Finesse is a style. Like in tennis, you have finesse players and power players. Same equipment for the most part, just different styles of play. Finesse players will stroke the ball differently, often play full court whereas power players tend to stay at the base line and power the ball over the net. Stefan Edberg, John McEnroe were finesse, someone like Andre Agassi was power. Although both did all styles, these were their primary styles (IMHO).
That said, when I finesse fish, I tend toward lighter gear, softer presentation. I won't normally use my MH baitcasting setup for finessing, though I can.
I finesse fish 99% of the time with both spinning and baitcasting gear.
For baits, Senkos (sometimes knockoffs, but Yammies work best for me), Zoom Finesse worms, and sometimes when the bite is really tough I'll throw wacky rigged Zoom tiny flukes in watermelon red flake. That'll net me a lot of smaller fish, but I've caught some beasties, too. I'll rig Wacky, weighted wacky, Texas weightless and Texas weighted.

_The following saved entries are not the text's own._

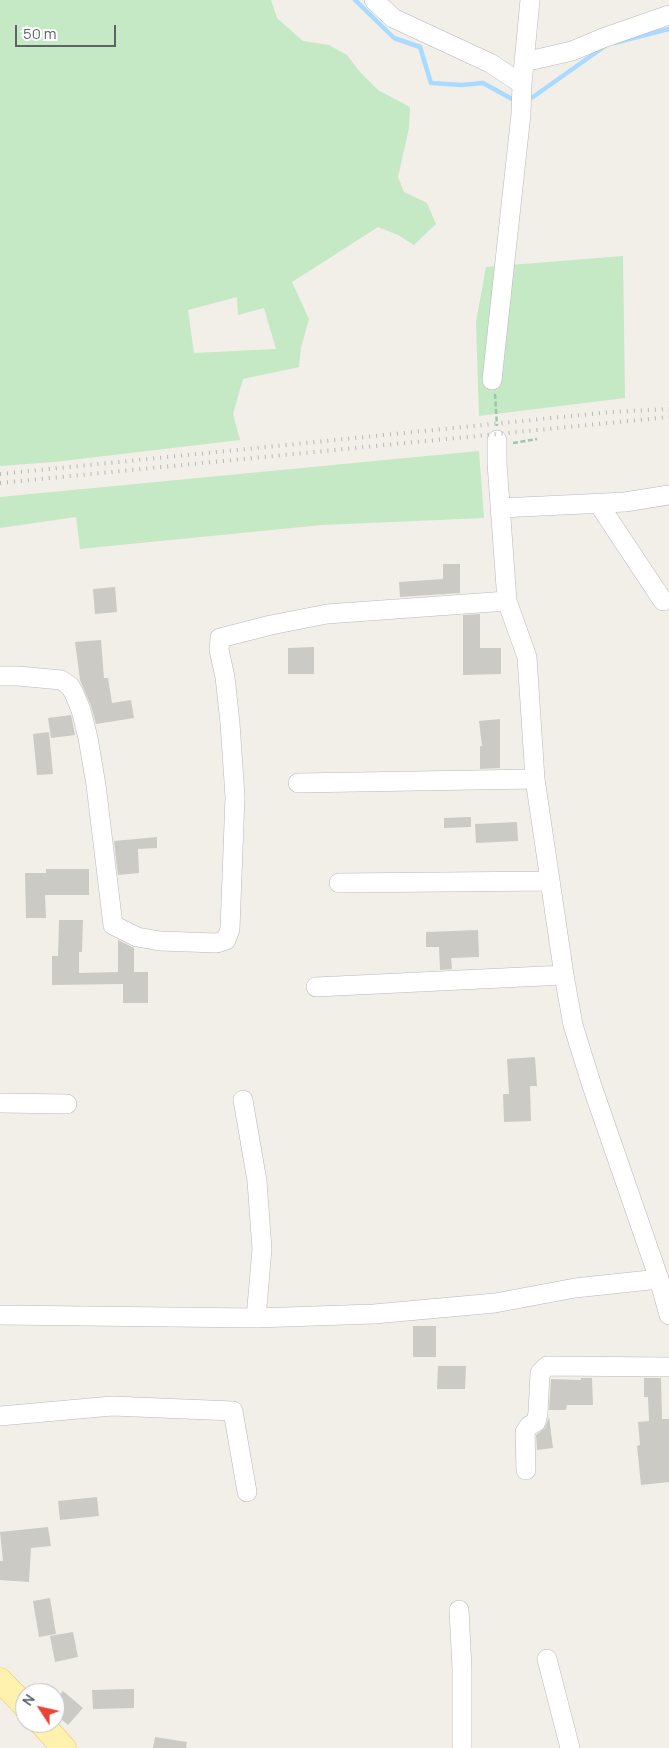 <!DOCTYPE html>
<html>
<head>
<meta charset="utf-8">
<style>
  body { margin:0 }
  #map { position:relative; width:669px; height:1748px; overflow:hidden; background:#f1efe8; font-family:Manrope,sans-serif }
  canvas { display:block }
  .north { position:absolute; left:15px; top:1683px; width:50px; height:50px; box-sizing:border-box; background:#fff; border:1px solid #bfc1c3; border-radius:50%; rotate:305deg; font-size:14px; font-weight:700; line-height:20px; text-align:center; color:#5f6368 }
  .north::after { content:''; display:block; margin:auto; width:18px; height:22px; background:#ea4335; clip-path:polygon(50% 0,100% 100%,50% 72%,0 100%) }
  .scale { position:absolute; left:15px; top:25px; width:101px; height:22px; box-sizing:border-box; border:2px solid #5f6368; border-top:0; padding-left:6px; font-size:15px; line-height:18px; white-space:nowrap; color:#5f6368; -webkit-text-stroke:4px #fff; paint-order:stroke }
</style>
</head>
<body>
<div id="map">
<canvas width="669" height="1748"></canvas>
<div class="north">N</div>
<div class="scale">50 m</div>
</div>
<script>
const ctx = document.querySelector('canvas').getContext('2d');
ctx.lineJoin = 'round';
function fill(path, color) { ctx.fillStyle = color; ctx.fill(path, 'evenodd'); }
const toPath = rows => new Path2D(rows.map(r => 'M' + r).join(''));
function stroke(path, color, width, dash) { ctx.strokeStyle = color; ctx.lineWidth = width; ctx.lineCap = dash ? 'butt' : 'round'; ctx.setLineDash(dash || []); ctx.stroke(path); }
const green = toPath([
  [0,0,271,0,277,18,303,41,329,45,347,55,360,72,378,90,410,107,409,128,398,177,404,192,427,203,436,224,414,245,398,235,378,227,292,282,309,319,301,348,299,367,243,379,233,414,240,440,54,462,0,466],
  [237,297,238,315,264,308,276,349,194,353,188,310],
  [623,256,625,398,479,416,476,322,486,267],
  [479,451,484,518,322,525,80,549,76,517,0,528,0,497]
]);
const stream = toPath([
  [355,0,394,38,420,47,431,83,462,85,483,83,512,99,516,99],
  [614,43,669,29],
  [526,98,533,97,605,46]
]);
const building = toPath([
  [443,564,460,564,460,593,400,597,399,582,443,579],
  [115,587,117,612,95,614,93,589],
  [480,614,480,648,501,648,501,674,463,675,463,615],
  [101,640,104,678,108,678,112,703,131,700,134,718,96,724,91,706,80,680,75,642],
  [314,647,314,674,288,674,288,648],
  [71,715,75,735,51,738,48,718],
  [500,719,500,768,480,769,480,746,482,746,479,721],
  [49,732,53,774,37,775,33,734],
  [471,817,471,827,444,828,444,818],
  [517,822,518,841,476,843,475,824],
  [157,837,157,848,138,849,139,873,118,875,114,841],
  [46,869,89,869,89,895,45,895,46,918,26,918,25,873,46,873],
  [59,920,83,920,82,952,79,952,79,973,118,972,118,940,134,948,134,972,148,972,148,1003,123,1003,123,984,52,985,52,956,58,956],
  [478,930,479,957,451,958,452,969,440,970,439,947,426,947,426,932],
  [535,1057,537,1086,530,1086,531,1121,504,1122,503,1094,509,1094,507,1059],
  [413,1326,436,1326,436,1357,413,1357],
  [438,1366,466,1366,465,1389,437,1389],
  [581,1378,592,1378,593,1405,567,1405,566,1410,549,1410,551,1379,581,1380],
  [644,1378,661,1378,662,1419,669,1419,669,1482,641,1485,637,1446,640,1445,638,1422,649,1421,648,1397,644,1397],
  [549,1417,553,1448,537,1450,536,1435,545,1428],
  [97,1497,99,1516,60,1520,58,1501],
  [48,1527,51,1546,31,1548,29,1582,0,1580,0,1561,3,1561,0,1532],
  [50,1598,56,1634,39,1637,33,1601],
  [73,1632,78,1657,55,1662,50,1636],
  [134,1689,134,1708,93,1709,92,1690],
  [63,1691,83,1708,68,1725,55,1714,55,1700],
  [155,1737,187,1742,186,1748,153,1748]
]);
const path = toPath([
  [495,394,497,426],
  [513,443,537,439]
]);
const minor = toPath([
  [374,0,393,18,490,63,522,84],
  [524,62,572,51,603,38,669,15],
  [492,380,521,114,522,84,530,0],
  [497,440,497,463,507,601,527,657,535,779,564,975,573,1025,592,1086,659,1279,669,1315],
  [598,503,663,601],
  [501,508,625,502,669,495],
  [0,676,18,676,61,680,70,686,74,693,81,710,88,738,96,785,113,925,137,937,160,941,217,943,226,940,230,929,235,797,230,723,225,677,219,650,220,638,271,625,327,614,507,601],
  [298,783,535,779],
  [339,883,549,881],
  [316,987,564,975],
  [243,1100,257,1181,262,1249,256,1318],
  [0,1103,67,1104],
  [0,1315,256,1318,374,1314,495,1303,575,1288,659,1279],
  [0,1416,112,1406,233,1411,247,1492],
  [526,1470,525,1432,529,1426,536,1422,538,1413,540,1373,547,1366,669,1367],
  [459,1610,462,1668,462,1748],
  [547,1659,570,1748]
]);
const major = toPath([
  [0,1680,25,1706],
  [41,1723,64,1748]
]);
const rail = toPath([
  [0,474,611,412,669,409],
  [0,483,669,417]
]);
fill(green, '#c5e8c5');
stroke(stream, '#aadaff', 4.5);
fill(building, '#cccac5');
stroke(minor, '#b5b8bc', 20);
stroke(major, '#f2c960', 25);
stroke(path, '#9cc7a9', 2.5, [5, 2.5]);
stroke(minor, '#fff', 19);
stroke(major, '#fff2af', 24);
stroke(rail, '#b6b7b8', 4, [1, 6]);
</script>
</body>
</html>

If I'm throwing lures I'll tend toward lighter lures, not fist-sized cranks or such. But again, you can finesse those.
Hooks: Gamakatsu Finesse Wide Gap #4, #2, #1. I caught my PB 7.5 lber on a size 1 or 2 in thick weeds. These pups don't bend or break. Caught 5+ lbers on the #4 size. These hooks rock.
For gear: Primarily Shimano Stradics 1000FI, 10lb braid mainline, leaders mono, copoly, fluoro from 6-15 lb test. Shimano Compre rods, Medium power, X-fast action, shorter (5'9", and 6'3").
Line brand: I use Power Pro yellow, and mostly P-Line Floroclear mist green leaders. Brand is really up to you and what you like. Opinions are all over the place, but the bottom line is use what you like and feel comfortable with.